Eastern Market Report

June 2018

333

At the Eastern Market Community Advisory Committee (EMCAC) meeting on May 23, Chair Donna Scheeder announced that the $300,000 for a strategic plan for the Eastern Market had been inserted into the District’s FY2019 budget and that the funds would be withdrawn from the Market’s Enterprise Fund. An additional $25,000 was added as a result of Councilmember Allen’s efforts for a security and bollard related study.

Market Manager’s Report
Barry Margeson, the Market Manager, reported that April revenues were $80,961 with North Hall income at $20,950. According to Margeson “leases were on the agenda at the last meeting with the Director and will continue to be a main focus.”

In a later discussion which included how to generate more business for the Market, Margeson stated he has offered to do joint advertising with the struggling South Hall merchants, but that so far their response has been tepid.

Margeson did a major emailing for Father’s Day which featured all of the South Hall merchants with pictures of both their businesses and product.

Brewing Governance Trouble
A newly formed organization calling itself the Eastern Market Preservation & Development Corporation (EMPDC) which has adopted the same name as an organization already existing and represented on EMCAC is causing some confusion.

Ellen Opper-Weiner, a Hill resident, called a press conference on May 22 to announce the “revitalization” of a new EMPDC. However these two organizations remain separate organizations with the original EMPDC chartered in 1987.

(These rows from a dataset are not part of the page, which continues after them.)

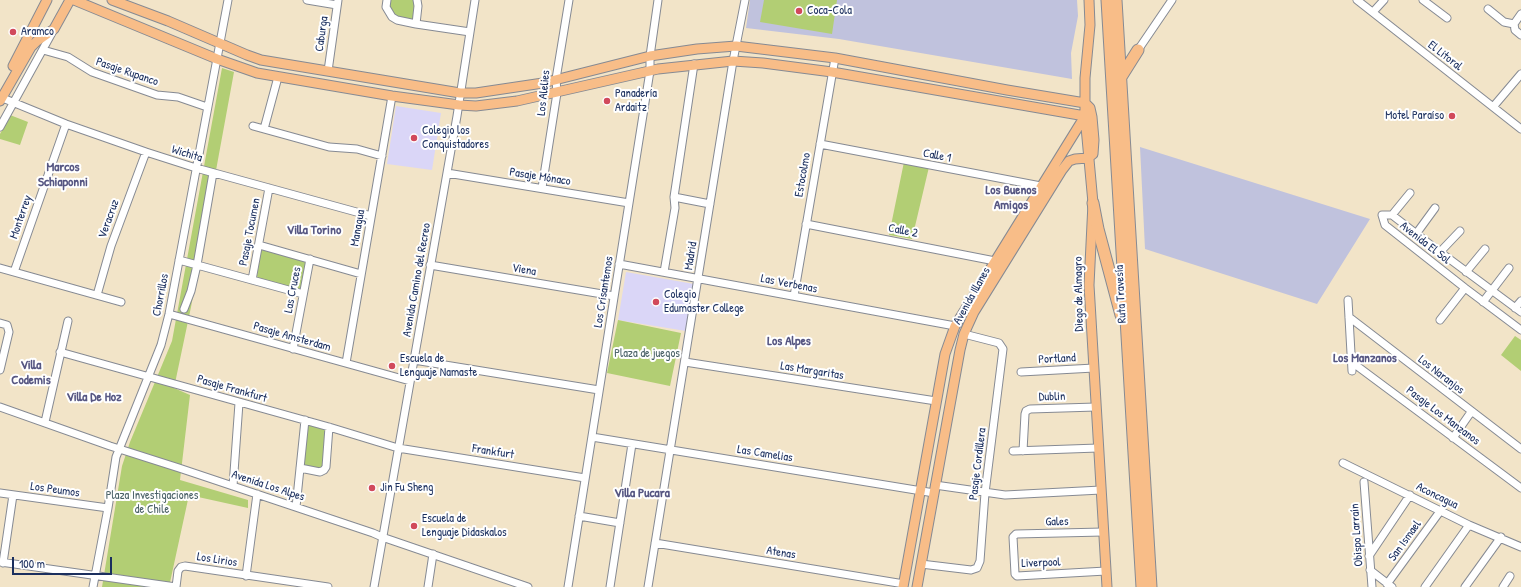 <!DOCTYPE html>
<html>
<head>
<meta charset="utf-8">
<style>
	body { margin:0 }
	#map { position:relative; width:1521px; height:587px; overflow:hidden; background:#f2e4c8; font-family:"Patrick Hand",sans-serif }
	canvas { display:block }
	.scale { position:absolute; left:12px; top:557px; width:100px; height:18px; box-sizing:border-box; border:2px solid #1b2f5e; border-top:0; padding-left:5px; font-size:12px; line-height:14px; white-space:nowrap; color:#1b2f5e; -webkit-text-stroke:3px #fff; paint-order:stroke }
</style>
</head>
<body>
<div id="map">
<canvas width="1521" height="587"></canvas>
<div class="scale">100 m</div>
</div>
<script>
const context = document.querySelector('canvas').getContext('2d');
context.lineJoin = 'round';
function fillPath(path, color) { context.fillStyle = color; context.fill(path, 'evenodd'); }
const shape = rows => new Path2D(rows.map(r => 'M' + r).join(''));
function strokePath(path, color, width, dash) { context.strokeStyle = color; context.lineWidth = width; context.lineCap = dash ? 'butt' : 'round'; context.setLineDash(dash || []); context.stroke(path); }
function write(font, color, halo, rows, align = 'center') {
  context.font = font + ' "Patrick Hand",sans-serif'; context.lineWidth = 4; context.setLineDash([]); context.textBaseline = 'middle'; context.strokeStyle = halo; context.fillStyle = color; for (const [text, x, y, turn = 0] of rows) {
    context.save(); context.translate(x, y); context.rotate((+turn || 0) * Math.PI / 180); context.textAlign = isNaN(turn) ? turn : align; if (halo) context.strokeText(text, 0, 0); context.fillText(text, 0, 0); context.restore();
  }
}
fillPath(shape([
	[396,106,441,113,432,170,387,164],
	[626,272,694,284,686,331,618,320]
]), '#dad6f7');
fillPath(shape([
	[750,0,1077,0,1078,16,1071,53,1072,79,839,39,746,28],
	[1140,147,1370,219,1317,304,1145,249]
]), '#c0c2dd');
fillPath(shape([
	[389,0,414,0,416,7,415,20,399,17,394,14,389,6],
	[764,0,837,0,832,34,760,22],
	[222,68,234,72,191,307,174,388,190,395,180,480,248,500,248,508,189,495,169,587,102,587,122,466,130,442,172,341],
	[10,115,28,122,20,145,0,139,0,134],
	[904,162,929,167,912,239,889,235],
	[264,249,305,261,306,267,302,287,300,290,258,279,257,276,261,251],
	[618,320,681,333,670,386,607,373],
	[1515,336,1521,340,1521,371,1501,355],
	[304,424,328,428,324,466,318,473,302,467]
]), '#b2ce74');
const minor = shape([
	[307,0,337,5],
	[387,0,386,7,392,17,397,20,416,24],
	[417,0,418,6,416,24,470,32],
	[1357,0,1521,129],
	[1423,0,1447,18],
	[1488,9,1504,22,1514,24],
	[1373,12,1384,0],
	[1521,14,1514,24,1515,30,1521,35],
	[43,50,68,57,92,72,157,95,178,97,207,107],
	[1138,50,1172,0],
	[328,71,338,0],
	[0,97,66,124,146,152,196,168,371,216],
	[1493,107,1521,74],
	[253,126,329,147,357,149,382,156],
	[0,127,54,29],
	[264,129,278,77],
	[820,144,1046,187],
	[447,173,629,203],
	[542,188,557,93,556,79,569,0],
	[674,197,710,204],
	[1392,215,1410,193],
	[806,224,995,261],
	[1416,234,1435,208],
	[259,245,361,274],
	[1440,252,1460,231],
	[179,260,303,294],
	[619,264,955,326],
	[430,265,614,296],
	[0,268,121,302],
	[14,272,66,124],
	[664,272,675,208,674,197,694,64],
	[1466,272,1485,249],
	[252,280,269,188],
	[97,295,111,246,146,152],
	[794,296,835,58],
	[1348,300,1352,371],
	[1483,302,1509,268],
	[1515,308,1521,301],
	[184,309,191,291,197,265,213,173],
	[1521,312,1440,252,1392,215,1382,215,1385,225,1465,288,1521,330],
	[169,314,410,381],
	[1349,317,1521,449],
	[1440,320,1465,288],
	[0,323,7,325,9,332,0,370],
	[293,349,310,259],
	[60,352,329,427,398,448,585,478],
	[414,360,599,390],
	[685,362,936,401],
	[346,363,392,96],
	[1353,363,1521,488],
	[1021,372,1094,368],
	[0,407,110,446,179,468,373,533,382,537,528,587],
	[45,422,68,321],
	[592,437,934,493],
	[1453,438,1471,412],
	[1013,451,1098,448],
	[1023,451,1025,414,1026,411,1030,409,1096,407],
	[1343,463,1469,525,1521,547],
	[300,468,320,472,324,470,326,467,329,427],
	[1364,482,1372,587],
	[935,485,1005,495,1101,490],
	[233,486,239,403],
	[0,493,108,508],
	[296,507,305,420],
	[579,516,620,523],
	[1103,532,1016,534,1013,537,1015,574,1017,576,1106,571],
	[655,543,904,584],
	[1369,556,1410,495],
	[0,562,176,587,178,571,181,567,185,566,328,587],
	[3,563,13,495],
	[921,564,971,570,977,568,980,561,985,493,1003,349,999,343,964,334],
	[1370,570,1392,587],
	[246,576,257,494],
	[1387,584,1441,510],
	[93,587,108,508,116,457,161,345,169,314,228,0],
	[374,587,457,116,475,0],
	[428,587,433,554],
	[568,587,650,71,650,56,658,0],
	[610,587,632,444],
	[648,587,733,61,745,0],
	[1425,587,1469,525],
	[1465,587,1501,537],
	[1503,587,1510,576]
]);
const major = shape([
	[74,0,217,59,257,73,392,96,459,105,476,106,517,101,658,69,733,61,763,63,832,72,1085,116],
	[112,0,168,21,247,55,261,60,460,93,476,93,543,83,650,56,697,49,736,46,835,58,1007,90,1085,103],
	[1089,0,1090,25,1085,78,1085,116,1093,203,1089,285,1107,587],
	[13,66,47,0],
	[0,101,31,47,37,41,54,29,70,0],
	[903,587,945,354,955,326,1085,116],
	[917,587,960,350,964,334,974,312,1062,170,1069,161,1075,159,1088,158,1093,154,1094,140,1092,117,1090,108,1086,104]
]);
const highway = shape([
	[1107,0,1142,587],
	[1116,0,1151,587],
	[1121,77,1138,50],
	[1093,203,1098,229,1121,315]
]);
strokePath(minor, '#868a93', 9);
strokePath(major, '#868a93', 11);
strokePath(highway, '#868a93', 13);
strokePath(minor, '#fff', 7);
strokePath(major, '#f8bd88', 9);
strokePath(highway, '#f8bd88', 11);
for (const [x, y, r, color] of [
	[799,11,4,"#d1495b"],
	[13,32,4,"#d1495b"],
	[607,101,4,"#d1495b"],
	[1452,116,4,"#d1495b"],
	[414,138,4,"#d1495b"],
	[656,302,4,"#d1495b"],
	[392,366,4,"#d1495b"],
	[372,488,4,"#d1495b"],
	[414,526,4,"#d1495b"]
]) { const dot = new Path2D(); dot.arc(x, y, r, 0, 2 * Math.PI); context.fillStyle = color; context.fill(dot); strokePath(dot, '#fff', 1.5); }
write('12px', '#1b2f5e', '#fff', [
	["Coca-Cola",807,11],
	["Aramco",21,32],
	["Panadería",615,94],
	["Ardaitz",615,108],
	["Motel Paraíso",1444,116,"right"],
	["Colegio los",422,131],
	["Conquistadores",422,145],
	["Colegio",664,295],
	["Edumaster College",664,309],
	["Escuela de",400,359],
	["Lenguaje Namaste",400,373],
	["Jin Fu Sheng",380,488],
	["Escuela de",422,519],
	["Lenguaje Didaskalos",422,533]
], 'left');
write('12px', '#1b2f5e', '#fff', [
	["Caburga",322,34,-82],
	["El Litoral",1445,56,38],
	["Pasaje Rupanco",127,72,19],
	["Los Alelies",544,93,-84],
	["Wichita",187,154,17],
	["Calle 1",937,156,11],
	["Estocolmo",803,175,-80],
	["Pasaje Mónaco",540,177,9],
	["Monterrey",21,217,-71],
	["Veracruz",109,219,-70],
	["Managua",358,228,-80],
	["Calle 2",903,231,11],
	["Pasaje Tocumen",250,232,-79],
	["Avenida El Sol",1425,243,38],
	["Madrid",691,256,-81],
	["Viena",524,270,10],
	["Avenida Camino del Recreo",417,280,-80],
	["Las Verbenas",789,284,11],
	["Las Cruces",293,290,-79],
	["Los Crisantemos",604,292,-81],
	["Diego de Almagro",1079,294,-91],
	["Ruta Travesía",1121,294,-93],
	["Chorrillos",161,295,-79],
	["Avenida Illanes",972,296,-61],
	["Pasaje Amsterdam",292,337,16],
	["Portland",1057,359,-3],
	["Las Margaritas",812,371,9],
	["Los Naranjos",1441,375,38],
	["Pasaje Frankfurt",232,389,16],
	["Dublin",1052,397,-1],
	["Pasaje Los Manzanos",1443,416,37],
	["Frankfurt",493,452,9],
	["Las Camelias",765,454,9],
	["Pasaje Cordillera",978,464,-83],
	["Avenida Los Alpes",268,486,18],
	["Los Peumos",55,490,8],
	["Aconcagua",1437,496,26],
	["Gales",1057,522,-1],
	["Obispo Larraín",1357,535,-94],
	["San Ismael",1405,541,-54],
	["Atenas",781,553,9],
	["Los Lirios",217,560,9],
	["Liverpool",1041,563,-2]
]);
write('12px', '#485f65', '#fff', [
	["Plaza de juegos",647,354],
	["Plaza Investigaciones",152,496],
	["de Chile",152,510]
]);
write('bold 13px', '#565682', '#fff', [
	["Marcos",63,168],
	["Schiaponni",63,183],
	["Los Buenos",1011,191],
	["Amigos",1011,206],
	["Villa Torino",314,231],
	["Los Alpes",789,342],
	["Los Manzanos",1365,359],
	["Villa",31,366],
	["Codemis",31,381],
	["Villa De Hoz",94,398],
	["Villa Pucara",642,494]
]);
</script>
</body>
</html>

The “new” EMPDC is composed of six members and has launched a web site and is asking for support and donations. The “new” EMPDC released the results of a $8,000 study at the press conference entitled, DC’s Eastern Market: How To Save an Endangered Treasure.

This study, which concludes that the Market is being mismanaged, offers twenty nine recommendations among which are to re-open 7th Street SE to “slow moving” vehicular traffic on weekends and to dramatically curtail the space of the arts and craft vendors.

Vice Chair Chuck Burger, while welcoming the perspective of this study, expressed “concerns there is confusion about who is doing what. This is not a revitalization. This is a new corporation. You have to be careful about representation.”

As for the Market’s health, the City Council just approved a budget with projected revenue at more than one million dollars. At the time of the fire and the Market’s restoration in 2008 the Market’s budget was less than $400K with virtually all revenue growth since that time coming from the North Hall and the expansion of arts and craft vending.

Parking as an issue
Parking is by consensus the biggest issue at the Eastern Market even though there is ample parking within steps of the South Hall. The now completed Stanton Development Hine project known as 700 Penn promised substantial and dedicated parking in order to secure the community’s support for the project, yet has failed to outline its plans for Eastern Market parking.

In addition there are more than 50 surface lot spaces as well as more than 200 empty underground spaces at the Colonial parking lot which abuts 7th & C St. SE, across the street from the South Hall.

Dewit Adeje who manages the Colonial space stated he had been in earlier   discussions with Margeson about arrangements for parking but there was no agreement reached other than the currently posted rate of $10 per day, clearly a prohibitive charge for customer use at the Market.

When asked what Colonial might agree to if arrangements were made to secure the 200 empty spaces Adeje immediately lowered his price to $8. Adeje said the previous offer by Market management had been rejected by the property management company.

Virtually all successful public markets now offer a validated parking plans that are either free or substantially reduce the cost of customer parking to one or two dollars.

Currently there is no validated plan at the Market with Margeson suggesting that there is very little if not no interest in developing one on the part of all parties.

At the May meeting Margeson was tasked by EMCAC member Susan Oursler to come up with a detailed report about “What you have done to move this parking program forward. Who did you talk to? What they said. I would like to see the math.“ This report is due at the June meeting.

On line competition: a customer profile
In a survey of one, Cory Galloway, a millennial and Hill resident who describes his family of three as “very busy,” paints a picture much more disturbing to Market competitiveness than lack of parking.

Galloway, who doesn’t own a car, said that he uses both the Market and Trader Joes as a place to “pick up a meal.” However, the Galloways buy the bulk of their groceries and staples on line at Amazon, 60% of which constitutes their weekly budget. Galloway occasionally shops at Harris Teeter and orders two meals per week from Sun Basket and other on line prepared meal delivery services.

As Galloway points out, he can order at 11: 30 at night and the groceries are delivered early the next day. “It is a time saver and not running errands allows us to do other things,” Galloway said.

The Eastern Market struggles with lack of accessible parking and the convenience of online shopping, dual challenges that may well be outpacing the Market’s ability to adapt to a new business model.

Charnice Milton
Charnice Milton, a Hill Rag reporter who would have turned thirty one in June, was on her way home from an Eastern Market meeting on May 27, 2015 when she was murdered. Her last words, texted to her mother as she sat at a bus stop in Southeast, were: “On my way home.” Used as a shield in a dirt bike shootout, Milton was shot to death at 9:42 PM.